This one (v2-rc2) is not a keeper I'm sorry to say, Ingo.  v2-rc0 was much 
better.  Watching amanda run with htop, kmails composer is being subjected to 
5 to 10 second pauses, and htop says that gzip -best isn't getting more that 
15% of the cpu, and the /amandatapes drive is being written to in a regular 
pattern that seems to be the cause of the pauses  according to gkrellm, which 
also seems to track the size of the writes, and can show anything from 4.3k 
to 54 megs as being written in one cycle of its screen update.

Normally hdd will fire up and take it at about 40+M/second steady till its 
done when there is a file ready to write even if its a 7GB file.  And I can 
type right on during the disk i/o.  But not now.

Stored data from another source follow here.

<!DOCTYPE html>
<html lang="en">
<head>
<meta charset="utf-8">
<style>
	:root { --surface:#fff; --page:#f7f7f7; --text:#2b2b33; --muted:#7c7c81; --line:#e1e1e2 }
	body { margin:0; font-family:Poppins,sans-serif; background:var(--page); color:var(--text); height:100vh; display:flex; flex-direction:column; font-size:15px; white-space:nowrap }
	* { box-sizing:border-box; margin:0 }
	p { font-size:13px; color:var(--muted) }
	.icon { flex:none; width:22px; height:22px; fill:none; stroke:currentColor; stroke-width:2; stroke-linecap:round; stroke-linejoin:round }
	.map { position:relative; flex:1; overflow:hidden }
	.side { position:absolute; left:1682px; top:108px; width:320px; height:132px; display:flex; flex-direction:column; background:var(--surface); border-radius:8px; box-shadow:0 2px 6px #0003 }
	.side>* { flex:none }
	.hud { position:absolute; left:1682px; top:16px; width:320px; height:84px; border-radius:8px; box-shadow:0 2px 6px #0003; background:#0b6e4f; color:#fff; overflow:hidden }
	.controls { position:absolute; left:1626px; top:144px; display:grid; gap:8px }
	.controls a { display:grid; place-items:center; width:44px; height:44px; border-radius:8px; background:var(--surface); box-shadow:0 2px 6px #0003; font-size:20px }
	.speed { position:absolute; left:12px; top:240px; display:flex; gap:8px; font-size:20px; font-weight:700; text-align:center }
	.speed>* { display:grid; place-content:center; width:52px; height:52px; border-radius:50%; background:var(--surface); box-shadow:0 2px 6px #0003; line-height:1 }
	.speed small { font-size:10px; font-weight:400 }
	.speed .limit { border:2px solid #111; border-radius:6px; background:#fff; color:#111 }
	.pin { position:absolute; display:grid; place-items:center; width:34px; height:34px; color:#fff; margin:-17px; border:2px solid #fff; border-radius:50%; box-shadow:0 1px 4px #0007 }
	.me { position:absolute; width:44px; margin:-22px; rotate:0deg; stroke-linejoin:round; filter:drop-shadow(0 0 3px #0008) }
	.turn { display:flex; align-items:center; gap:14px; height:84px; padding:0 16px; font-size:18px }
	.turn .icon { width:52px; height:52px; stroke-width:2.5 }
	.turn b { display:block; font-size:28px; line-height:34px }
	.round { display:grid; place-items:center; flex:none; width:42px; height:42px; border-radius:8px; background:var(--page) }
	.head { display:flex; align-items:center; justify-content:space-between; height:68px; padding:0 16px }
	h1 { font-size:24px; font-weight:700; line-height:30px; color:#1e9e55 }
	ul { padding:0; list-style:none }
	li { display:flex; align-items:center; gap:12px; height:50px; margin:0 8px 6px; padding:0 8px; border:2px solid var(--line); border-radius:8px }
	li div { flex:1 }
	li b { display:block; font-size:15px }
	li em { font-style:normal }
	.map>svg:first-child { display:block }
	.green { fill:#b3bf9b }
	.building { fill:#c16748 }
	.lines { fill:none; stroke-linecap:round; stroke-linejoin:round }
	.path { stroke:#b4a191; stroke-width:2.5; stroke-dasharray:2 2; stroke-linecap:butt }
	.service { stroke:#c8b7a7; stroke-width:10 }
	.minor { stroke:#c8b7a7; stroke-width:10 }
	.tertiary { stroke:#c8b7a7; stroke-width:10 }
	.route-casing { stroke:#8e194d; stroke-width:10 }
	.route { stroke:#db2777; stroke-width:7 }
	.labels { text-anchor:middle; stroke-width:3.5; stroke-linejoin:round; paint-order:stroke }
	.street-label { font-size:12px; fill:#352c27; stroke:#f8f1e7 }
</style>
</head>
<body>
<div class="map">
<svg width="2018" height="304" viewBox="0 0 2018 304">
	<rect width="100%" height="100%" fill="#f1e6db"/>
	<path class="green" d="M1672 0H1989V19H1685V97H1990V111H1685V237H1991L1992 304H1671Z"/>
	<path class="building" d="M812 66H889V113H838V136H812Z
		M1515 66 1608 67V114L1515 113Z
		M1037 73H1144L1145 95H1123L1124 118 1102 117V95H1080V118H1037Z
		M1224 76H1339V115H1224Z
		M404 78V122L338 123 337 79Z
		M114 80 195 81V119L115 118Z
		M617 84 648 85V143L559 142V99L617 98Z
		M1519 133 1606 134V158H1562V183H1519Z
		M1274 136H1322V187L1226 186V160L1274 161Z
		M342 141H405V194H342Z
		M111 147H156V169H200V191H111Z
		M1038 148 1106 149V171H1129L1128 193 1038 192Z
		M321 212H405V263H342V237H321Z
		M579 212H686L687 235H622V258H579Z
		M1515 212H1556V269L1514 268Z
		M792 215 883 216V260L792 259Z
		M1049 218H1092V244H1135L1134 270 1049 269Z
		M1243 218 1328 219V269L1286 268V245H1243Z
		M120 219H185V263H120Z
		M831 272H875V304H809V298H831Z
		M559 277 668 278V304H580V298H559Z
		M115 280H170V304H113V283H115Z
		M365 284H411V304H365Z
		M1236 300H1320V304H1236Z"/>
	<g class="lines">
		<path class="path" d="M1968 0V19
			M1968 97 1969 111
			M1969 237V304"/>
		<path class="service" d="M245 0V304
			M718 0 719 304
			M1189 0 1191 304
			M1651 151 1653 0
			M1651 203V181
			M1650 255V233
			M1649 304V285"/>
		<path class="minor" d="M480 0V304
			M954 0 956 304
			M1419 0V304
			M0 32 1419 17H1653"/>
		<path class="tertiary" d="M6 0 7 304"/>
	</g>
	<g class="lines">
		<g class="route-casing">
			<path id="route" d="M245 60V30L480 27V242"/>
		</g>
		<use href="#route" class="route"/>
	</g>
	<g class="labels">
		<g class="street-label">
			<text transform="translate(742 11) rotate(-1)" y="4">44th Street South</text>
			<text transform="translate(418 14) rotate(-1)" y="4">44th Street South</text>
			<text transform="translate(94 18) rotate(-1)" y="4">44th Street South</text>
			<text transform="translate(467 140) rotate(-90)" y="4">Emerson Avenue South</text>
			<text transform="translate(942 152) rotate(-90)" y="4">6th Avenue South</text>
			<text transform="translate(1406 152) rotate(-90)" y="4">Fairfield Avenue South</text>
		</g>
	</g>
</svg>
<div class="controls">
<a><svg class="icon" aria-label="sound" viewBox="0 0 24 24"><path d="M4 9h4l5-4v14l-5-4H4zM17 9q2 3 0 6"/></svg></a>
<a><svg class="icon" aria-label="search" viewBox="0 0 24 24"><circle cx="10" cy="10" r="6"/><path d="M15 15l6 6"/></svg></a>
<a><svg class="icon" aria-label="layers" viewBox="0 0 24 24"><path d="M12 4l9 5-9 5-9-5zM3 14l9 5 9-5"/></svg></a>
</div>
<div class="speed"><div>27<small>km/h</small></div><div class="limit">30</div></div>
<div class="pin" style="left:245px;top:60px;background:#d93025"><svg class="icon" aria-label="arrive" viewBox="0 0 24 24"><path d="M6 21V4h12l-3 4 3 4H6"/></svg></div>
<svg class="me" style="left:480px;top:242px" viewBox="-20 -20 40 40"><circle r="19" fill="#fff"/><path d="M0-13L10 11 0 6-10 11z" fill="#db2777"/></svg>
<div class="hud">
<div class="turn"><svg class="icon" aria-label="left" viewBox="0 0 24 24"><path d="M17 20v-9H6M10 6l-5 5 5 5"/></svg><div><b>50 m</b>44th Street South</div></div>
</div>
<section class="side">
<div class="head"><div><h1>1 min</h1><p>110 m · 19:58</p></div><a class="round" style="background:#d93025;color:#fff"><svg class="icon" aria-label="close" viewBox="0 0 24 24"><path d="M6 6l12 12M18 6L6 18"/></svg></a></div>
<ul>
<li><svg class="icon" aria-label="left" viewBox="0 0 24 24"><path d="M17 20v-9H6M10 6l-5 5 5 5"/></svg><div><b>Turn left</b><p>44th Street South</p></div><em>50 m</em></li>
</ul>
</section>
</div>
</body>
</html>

In short, I seem to be heavily I/O bound.  But when the write to /dev/hdd3 is 
done, then gzip -best pops right up to 90% plus cpu and I get my machine 
back.

In between file writes I checked the drives speed with hdparm:

root@coyote ~]# hdparm -Tt /dev/hdd

/dev/hdd:
 Timing cached reads:   856 MB in  2.01 seconds = 426.15 MB/sec
 Timing buffered disk reads:  222 MB in  3.01 seconds =  73.68 MB/sec

That's not too shabby, and obviously dma is active at least for the reading.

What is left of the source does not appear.